### [MATERIAL PROVIDED]
——
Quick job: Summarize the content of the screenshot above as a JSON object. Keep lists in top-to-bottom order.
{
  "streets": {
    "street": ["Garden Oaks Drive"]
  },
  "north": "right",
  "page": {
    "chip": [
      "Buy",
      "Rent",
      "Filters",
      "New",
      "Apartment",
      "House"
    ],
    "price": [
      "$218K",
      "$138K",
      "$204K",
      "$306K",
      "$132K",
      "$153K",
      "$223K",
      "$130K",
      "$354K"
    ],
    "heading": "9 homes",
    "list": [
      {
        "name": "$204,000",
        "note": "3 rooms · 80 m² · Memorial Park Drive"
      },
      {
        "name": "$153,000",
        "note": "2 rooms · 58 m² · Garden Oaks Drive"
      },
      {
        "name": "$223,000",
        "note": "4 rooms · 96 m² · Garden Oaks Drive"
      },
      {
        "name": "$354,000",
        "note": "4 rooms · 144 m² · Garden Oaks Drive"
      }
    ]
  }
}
——
### [PROMPT]
Word for word, copy the listing above in its entirety.

### [ANSWER SPACE]
Quick job: Summarize the content of the screenshot above as a JSON object. Keep lists in top-to-bottom order.
{
  "streets": {
    "street": ["Garden Oaks Drive"]
  },
  "north": "right",
  "page": {
    "chip": [
      "Buy",
      "Rent",
      "Filters",
      "New",
      "Apartment",
      "House"
    ],
    "price": [
      "$218K",
      "$138K",
      "$204K",
      "$306K",
      "$132K",
      "$153K",
      "$223K",
      "$130K",
      "$354K"
    ],
    "heading": "9 homes",
    "list": [
      {
        "name": "$204,000",
        "note": "3 rooms · 80 m² · Memorial Park Drive"
      },
      {
        "name": "$153,000",
        "note": "2 rooms · 58 m² · Garden Oaks Drive"
      },
      {
        "name": "$223,000",
        "note": "4 rooms · 96 m² · Garden Oaks Drive"
      },
      {
        "name": "$354,000",
        "note": "4 rooms · 144 m² · Garden Oaks Drive"
      }
    ]
  }
}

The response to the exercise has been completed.